With the probable dominant mold symptom picture this patient used A-FNG. She was sensitive to small dosages starting at 4 drops 2-x/day. Over the first 6 weeks she had disruption in her mood, energy and sleep on one drop with increases every 5 to 10 days. After reaching 12 drops she was able to increase more quickly with less aggravation in her symptoms. After 3 months she was at 20 drops 2-x per day with resolved depression, SOB, neuropathy, and muscle aches. An increase of 5 drops to 25 drops 2-x per day was uneventful.

Even with improvement of Borrelia symptoms this patient used A-Lyme Complex for one month with A-FNG. This was to continue unloading the Lyme without additional adverse effect on the gut. A-L Complex was stopped after 4 weeks without relapse in improved symptoms.

Patient No. 2
Past Medical History

45-year-old male transferring into my practice on antibiotic treatment. He has been treated for Lyme with multiple antibiotics for 2 years. His current regiment for the last three months was Bicillin LA 1.2 million units’ 2-x per week with Zithromax 500 mg daily and Flagyl 250 mg 2-x per day pulsed dose. He had little change in his symptom over the last 6 months.

Initial interview

Chief Complaint: Restless, irritable, difficulty sleeping and low energy.

Subjective (Patient’s reports): Diarrhea, gas and bloating. anal itch, hemorrhoids and acid reflex. Any food induces diarrhea.
Moderate to severe depression that is worse when abdominal symptoms are aggravated.
Generalized muscle aching worse in the back, neck and shoulders.
Large muscle fasiculations, random and fleeting, worse in the torso, thighs and shoulders.
Pain in the whole hands and joints bilateral.

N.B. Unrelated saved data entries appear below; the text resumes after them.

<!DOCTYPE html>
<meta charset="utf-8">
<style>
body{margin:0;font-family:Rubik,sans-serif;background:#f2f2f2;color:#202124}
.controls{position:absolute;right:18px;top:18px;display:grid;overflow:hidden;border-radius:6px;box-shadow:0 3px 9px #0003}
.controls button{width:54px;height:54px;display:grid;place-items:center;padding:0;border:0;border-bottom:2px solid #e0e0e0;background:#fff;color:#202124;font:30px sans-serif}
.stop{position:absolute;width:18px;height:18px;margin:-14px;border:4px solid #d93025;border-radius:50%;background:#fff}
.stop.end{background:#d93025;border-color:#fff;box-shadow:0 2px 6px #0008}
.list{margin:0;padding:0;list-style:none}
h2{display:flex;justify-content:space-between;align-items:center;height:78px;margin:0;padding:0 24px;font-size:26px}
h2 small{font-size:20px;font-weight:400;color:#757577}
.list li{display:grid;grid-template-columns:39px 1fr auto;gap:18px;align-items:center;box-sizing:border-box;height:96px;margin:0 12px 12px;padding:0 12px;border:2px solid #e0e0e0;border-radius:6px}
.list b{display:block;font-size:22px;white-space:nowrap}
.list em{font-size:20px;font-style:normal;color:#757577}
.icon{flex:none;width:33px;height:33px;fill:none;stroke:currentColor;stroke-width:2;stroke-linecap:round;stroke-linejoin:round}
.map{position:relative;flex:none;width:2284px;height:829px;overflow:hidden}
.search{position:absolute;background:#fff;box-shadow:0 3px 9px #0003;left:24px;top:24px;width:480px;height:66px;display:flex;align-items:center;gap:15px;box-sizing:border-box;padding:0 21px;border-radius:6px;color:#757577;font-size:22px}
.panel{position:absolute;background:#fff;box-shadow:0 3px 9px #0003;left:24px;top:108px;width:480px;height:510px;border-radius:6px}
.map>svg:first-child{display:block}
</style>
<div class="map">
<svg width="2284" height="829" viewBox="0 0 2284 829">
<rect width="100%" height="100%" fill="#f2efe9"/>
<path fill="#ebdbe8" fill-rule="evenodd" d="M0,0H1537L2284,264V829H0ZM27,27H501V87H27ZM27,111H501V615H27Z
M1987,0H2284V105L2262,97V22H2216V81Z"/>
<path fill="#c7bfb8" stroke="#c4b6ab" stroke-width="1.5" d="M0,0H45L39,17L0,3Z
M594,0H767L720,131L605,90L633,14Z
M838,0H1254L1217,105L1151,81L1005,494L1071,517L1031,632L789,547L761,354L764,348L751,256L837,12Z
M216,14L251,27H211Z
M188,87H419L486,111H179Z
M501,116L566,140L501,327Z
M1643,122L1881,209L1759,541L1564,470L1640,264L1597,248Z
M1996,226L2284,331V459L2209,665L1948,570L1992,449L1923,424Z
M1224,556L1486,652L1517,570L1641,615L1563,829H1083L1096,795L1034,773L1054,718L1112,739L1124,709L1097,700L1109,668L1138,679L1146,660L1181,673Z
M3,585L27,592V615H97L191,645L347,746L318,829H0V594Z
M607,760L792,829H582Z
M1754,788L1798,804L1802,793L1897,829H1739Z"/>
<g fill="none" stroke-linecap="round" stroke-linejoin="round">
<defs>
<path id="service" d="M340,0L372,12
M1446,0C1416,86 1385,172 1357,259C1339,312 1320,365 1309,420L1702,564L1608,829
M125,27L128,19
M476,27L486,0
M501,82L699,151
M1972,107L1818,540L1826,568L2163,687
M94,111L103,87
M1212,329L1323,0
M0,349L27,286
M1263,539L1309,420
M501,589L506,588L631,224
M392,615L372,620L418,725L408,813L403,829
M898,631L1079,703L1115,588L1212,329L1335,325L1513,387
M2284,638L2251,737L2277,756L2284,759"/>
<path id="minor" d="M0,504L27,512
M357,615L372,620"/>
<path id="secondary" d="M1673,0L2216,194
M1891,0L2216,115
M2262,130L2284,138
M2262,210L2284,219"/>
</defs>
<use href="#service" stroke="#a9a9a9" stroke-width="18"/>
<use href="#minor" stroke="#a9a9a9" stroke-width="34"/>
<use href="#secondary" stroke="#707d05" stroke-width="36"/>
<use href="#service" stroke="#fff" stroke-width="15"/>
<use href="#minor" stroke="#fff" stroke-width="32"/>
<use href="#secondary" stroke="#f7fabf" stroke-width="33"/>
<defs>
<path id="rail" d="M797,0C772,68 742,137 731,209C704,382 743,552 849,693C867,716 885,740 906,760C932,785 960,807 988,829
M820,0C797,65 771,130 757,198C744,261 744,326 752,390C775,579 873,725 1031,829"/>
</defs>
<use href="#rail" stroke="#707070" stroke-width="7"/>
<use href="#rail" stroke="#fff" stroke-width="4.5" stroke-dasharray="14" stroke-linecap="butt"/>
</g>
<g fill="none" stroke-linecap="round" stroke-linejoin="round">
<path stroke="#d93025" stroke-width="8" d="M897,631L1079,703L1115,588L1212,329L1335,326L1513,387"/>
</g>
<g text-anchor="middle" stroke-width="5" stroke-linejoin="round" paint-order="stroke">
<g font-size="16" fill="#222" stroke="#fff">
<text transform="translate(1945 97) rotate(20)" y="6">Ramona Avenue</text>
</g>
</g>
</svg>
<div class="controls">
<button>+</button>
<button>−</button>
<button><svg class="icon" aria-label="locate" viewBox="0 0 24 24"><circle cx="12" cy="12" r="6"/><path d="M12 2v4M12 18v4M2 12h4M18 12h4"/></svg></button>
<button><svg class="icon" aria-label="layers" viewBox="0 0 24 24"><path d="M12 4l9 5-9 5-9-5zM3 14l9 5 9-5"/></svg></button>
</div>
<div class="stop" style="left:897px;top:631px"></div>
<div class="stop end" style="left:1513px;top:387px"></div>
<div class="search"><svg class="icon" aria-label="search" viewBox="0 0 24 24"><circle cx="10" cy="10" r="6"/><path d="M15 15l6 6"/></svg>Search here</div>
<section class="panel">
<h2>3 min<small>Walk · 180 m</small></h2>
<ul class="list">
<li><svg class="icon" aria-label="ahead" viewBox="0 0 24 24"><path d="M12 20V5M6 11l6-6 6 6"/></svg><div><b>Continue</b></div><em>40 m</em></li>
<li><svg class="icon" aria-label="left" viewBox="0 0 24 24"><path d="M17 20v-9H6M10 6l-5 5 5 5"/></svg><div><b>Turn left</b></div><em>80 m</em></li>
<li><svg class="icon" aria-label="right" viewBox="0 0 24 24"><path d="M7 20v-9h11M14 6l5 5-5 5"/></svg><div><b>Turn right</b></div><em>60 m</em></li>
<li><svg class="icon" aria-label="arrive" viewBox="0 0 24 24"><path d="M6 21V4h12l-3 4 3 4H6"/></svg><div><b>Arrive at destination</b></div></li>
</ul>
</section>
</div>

Review of Systems (ROS) upon questioning patient: Sinus congestion, difficulty breathing through stuffy nose.
Plugged Eustachian tubes with difficulty hearing.
Mild sore throat.
Mild head ache
Reactive to mold exposure, feels dizzy, spacey with headache within minutes of contact.

Assessment: How many of his symptoms are still related to Lyme and the co-infection vs. chronic mold infections? What parts of his symptoms are related to drug side effects, toxicity response vs. Herx response?

Treatment Course

Patient stopped all antibiotic for a trial period to evaluate response.

Patient started A-FNG and responded to 6 drops 2-x per day and increased to 15 drops 2-x per day in the first 6 weeks. On return visit his symptoms were 70% better. He continued to improve as he increased the A-FNG to 25 drops 2-x per day.

His treatment course concluded with detox, drainage,  gut rebuilding and reinocultation.

All neurological symptoms resolved within three months.